- [ASSIGNED TASK] Return only the lines from the top of the material through the line marked by "solid #fff;border-radius:50%;box-shadow:0 1px", unaltered.

- [DATA]

· · · ·

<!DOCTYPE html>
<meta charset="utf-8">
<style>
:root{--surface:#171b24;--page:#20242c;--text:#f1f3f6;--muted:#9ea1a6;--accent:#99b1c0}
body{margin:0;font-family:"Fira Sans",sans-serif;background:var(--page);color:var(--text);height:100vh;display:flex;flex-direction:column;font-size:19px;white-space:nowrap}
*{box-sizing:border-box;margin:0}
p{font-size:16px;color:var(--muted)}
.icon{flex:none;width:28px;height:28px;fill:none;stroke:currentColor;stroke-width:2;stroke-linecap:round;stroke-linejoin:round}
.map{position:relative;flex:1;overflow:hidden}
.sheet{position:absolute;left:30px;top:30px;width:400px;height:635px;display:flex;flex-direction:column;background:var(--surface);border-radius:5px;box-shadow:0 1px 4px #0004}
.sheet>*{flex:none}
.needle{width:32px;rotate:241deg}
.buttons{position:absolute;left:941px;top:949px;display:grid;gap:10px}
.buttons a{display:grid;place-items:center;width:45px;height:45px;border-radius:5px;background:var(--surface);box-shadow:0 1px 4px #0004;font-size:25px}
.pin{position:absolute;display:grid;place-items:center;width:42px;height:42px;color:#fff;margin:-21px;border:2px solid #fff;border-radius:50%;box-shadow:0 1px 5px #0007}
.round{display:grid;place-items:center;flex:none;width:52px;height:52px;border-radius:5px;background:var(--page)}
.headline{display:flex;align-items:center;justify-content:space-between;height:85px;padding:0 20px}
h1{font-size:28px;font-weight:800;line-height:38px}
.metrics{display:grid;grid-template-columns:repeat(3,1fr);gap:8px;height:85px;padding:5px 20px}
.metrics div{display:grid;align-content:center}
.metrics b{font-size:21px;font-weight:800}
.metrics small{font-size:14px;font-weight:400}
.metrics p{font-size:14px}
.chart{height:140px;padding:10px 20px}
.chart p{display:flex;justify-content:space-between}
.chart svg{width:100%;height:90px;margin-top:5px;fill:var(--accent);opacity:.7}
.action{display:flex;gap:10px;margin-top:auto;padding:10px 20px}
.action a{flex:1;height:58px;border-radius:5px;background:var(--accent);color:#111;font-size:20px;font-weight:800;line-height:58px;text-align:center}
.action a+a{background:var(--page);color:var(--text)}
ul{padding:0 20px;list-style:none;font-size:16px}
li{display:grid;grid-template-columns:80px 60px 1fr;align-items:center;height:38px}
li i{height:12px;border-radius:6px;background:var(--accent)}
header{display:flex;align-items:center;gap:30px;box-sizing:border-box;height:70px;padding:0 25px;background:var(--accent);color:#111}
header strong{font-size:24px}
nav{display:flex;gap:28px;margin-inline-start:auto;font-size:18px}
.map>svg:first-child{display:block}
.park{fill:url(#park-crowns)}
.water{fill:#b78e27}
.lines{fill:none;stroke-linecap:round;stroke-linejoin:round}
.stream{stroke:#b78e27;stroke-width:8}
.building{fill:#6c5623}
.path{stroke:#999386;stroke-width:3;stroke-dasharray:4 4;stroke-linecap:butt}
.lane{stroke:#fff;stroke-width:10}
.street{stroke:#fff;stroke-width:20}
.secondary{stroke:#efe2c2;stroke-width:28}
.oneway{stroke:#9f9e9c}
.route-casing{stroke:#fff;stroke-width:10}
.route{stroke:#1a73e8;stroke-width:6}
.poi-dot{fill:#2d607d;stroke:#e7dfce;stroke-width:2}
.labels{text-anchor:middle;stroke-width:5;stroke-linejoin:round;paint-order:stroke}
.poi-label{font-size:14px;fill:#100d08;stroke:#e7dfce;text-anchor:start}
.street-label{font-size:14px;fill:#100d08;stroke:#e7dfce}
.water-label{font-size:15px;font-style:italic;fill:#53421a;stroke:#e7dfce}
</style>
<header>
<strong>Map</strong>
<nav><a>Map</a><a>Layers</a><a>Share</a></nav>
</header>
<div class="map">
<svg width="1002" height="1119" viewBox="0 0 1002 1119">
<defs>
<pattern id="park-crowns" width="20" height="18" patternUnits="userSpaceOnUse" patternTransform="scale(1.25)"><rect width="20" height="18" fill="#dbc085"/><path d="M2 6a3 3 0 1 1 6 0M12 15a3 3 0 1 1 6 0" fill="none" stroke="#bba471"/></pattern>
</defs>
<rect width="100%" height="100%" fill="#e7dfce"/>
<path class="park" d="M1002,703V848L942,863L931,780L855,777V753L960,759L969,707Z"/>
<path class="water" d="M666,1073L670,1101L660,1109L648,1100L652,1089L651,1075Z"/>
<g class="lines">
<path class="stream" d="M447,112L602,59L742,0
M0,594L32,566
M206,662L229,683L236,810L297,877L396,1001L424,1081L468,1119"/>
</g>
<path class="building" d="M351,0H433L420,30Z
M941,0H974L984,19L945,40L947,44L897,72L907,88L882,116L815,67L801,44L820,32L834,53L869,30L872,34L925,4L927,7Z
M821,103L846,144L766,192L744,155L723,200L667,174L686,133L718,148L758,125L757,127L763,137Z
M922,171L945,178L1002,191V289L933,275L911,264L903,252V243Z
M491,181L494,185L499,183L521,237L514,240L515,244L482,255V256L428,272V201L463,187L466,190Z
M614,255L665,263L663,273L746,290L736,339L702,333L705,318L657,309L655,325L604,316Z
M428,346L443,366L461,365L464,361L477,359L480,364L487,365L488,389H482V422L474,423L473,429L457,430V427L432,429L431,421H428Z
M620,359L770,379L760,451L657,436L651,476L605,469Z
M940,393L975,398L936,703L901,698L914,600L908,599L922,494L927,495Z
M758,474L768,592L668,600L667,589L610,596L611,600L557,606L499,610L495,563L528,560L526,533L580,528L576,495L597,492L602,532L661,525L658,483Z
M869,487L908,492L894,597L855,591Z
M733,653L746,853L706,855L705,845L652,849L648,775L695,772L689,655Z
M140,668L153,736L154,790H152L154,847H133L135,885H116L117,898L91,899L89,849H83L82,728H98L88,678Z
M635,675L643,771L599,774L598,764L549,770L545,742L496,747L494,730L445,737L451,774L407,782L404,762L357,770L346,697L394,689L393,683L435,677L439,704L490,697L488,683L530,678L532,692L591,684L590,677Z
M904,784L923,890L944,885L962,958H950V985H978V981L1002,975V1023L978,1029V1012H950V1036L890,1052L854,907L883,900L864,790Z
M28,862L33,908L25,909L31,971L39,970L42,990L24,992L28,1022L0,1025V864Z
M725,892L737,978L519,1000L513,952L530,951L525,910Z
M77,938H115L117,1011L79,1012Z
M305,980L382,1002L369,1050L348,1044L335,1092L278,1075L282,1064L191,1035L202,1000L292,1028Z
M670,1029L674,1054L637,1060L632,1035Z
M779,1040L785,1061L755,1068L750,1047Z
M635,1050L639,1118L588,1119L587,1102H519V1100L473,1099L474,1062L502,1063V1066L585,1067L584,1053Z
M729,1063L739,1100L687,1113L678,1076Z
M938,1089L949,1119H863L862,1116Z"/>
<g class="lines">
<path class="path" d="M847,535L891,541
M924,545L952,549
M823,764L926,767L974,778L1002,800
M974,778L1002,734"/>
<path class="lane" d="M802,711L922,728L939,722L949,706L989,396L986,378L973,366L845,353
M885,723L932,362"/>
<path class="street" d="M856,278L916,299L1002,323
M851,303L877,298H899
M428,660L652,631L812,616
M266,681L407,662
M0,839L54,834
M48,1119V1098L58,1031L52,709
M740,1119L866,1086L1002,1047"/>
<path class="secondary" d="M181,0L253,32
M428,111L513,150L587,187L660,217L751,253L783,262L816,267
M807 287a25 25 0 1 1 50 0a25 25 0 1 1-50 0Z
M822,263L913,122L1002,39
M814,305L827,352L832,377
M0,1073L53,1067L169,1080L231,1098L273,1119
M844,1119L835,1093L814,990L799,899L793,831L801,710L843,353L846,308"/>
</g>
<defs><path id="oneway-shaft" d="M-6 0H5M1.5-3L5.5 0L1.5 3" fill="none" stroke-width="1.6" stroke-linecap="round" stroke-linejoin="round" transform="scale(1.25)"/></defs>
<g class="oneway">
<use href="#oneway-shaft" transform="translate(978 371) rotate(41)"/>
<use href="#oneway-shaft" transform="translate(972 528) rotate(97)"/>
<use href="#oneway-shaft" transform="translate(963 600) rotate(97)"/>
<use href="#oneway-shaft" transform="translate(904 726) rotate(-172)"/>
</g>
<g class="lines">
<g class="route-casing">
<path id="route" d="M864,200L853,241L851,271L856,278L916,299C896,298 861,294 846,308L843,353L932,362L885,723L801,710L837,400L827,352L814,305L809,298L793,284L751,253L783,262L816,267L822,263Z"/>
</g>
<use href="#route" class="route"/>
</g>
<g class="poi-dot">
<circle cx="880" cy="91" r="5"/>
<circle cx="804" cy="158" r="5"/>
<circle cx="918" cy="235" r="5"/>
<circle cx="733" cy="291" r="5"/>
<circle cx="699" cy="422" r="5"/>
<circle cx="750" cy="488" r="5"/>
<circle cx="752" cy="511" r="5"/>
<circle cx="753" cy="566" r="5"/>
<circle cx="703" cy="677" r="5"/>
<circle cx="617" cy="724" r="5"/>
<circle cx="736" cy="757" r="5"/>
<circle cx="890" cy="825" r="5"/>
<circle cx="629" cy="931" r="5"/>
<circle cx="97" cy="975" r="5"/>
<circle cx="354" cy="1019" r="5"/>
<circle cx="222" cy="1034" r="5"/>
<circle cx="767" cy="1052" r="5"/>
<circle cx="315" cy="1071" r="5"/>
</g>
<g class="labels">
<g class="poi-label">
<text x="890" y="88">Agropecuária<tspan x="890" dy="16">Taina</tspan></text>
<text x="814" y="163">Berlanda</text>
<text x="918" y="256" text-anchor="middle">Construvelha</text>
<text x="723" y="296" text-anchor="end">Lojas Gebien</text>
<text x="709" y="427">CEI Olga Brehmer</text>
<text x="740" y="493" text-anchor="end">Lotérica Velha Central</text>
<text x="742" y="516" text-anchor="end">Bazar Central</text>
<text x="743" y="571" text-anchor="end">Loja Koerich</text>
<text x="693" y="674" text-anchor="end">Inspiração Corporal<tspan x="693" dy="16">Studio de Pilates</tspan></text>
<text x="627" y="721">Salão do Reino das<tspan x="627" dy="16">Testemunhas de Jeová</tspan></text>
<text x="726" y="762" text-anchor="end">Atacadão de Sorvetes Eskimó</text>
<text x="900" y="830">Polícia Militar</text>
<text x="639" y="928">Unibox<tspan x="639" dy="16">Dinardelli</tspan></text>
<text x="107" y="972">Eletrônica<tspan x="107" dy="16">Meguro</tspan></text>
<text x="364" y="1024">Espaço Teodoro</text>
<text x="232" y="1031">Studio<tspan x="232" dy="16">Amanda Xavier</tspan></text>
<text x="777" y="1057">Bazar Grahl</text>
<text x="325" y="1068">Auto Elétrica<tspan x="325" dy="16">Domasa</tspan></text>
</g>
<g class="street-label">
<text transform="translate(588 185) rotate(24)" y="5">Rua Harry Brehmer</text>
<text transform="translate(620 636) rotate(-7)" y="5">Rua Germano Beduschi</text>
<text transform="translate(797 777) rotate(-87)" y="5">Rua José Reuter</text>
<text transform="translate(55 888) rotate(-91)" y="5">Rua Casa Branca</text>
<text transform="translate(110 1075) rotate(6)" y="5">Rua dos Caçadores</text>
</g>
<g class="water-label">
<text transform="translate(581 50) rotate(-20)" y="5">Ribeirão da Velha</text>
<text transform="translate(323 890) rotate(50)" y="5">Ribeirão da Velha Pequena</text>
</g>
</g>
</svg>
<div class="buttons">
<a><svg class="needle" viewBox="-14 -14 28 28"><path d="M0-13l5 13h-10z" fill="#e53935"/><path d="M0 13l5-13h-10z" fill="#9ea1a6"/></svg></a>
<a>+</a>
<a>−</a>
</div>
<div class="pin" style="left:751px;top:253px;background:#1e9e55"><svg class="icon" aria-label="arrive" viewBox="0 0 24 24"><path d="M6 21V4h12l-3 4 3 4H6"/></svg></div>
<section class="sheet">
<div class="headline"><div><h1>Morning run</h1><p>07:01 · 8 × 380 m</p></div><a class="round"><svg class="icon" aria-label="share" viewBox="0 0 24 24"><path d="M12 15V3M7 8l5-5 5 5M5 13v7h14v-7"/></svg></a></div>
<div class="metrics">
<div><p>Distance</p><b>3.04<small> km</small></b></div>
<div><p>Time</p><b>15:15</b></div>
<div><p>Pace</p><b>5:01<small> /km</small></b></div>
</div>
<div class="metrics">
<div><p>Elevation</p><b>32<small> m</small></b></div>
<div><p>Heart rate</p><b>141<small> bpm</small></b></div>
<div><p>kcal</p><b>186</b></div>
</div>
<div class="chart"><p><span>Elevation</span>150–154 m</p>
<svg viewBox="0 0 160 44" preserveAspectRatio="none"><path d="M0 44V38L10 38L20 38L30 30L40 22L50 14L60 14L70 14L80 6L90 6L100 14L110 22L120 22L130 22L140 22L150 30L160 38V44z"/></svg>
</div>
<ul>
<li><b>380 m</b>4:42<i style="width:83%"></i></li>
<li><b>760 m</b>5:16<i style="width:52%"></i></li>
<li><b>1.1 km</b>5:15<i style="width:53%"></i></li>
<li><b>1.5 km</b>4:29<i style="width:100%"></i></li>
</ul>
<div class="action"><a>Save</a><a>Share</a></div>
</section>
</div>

· · · ·

- [ANSWER FOR THIS EXERCISE]
<!DOCTYPE html>
<meta charset="utf-8">
<style>
:root{--surface:#171b24;--page:#20242c;--text:#f1f3f6;--muted:#9ea1a6;--accent:#99b1c0}
body{margin:0;font-family:"Fira Sans",sans-serif;background:var(--page);color:var(--text);height:100vh;display:flex;flex-direction:column;font-size:19px;white-space:nowrap}
*{box-sizing:border-box;margin:0}
p{font-size:16px;color:var(--muted)}
.icon{flex:none;width:28px;height:28px;fill:none;stroke:currentColor;stroke-width:2;stroke-linecap:round;stroke-linejoin:round}
.map{position:relative;flex:1;overflow:hidden}
.sheet{position:absolute;left:30px;top:30px;width:400px;height:635px;display:flex;flex-direction:column;background:var(--surface);border-radius:5px;box-shadow:0 1px 4px #0004}
.sheet>*{flex:none}
.needle{width:32px;rotate:241deg}
.buttons{position:absolute;left:941px;top:949px;display:grid;gap:10px}
.buttons a{display:grid;place-items:center;width:45px;height:45px;border-radius:5px;background:var(--surface);box-shadow:0 1px 4px #0004;font-size:25px}
.pin{position:absolute;display:grid;place-items:center;width:42px;height:42px;color:#fff;margin:-21px;border:2px solid #fff;border-radius:50%;box-shadow:0 1px 5px #0007}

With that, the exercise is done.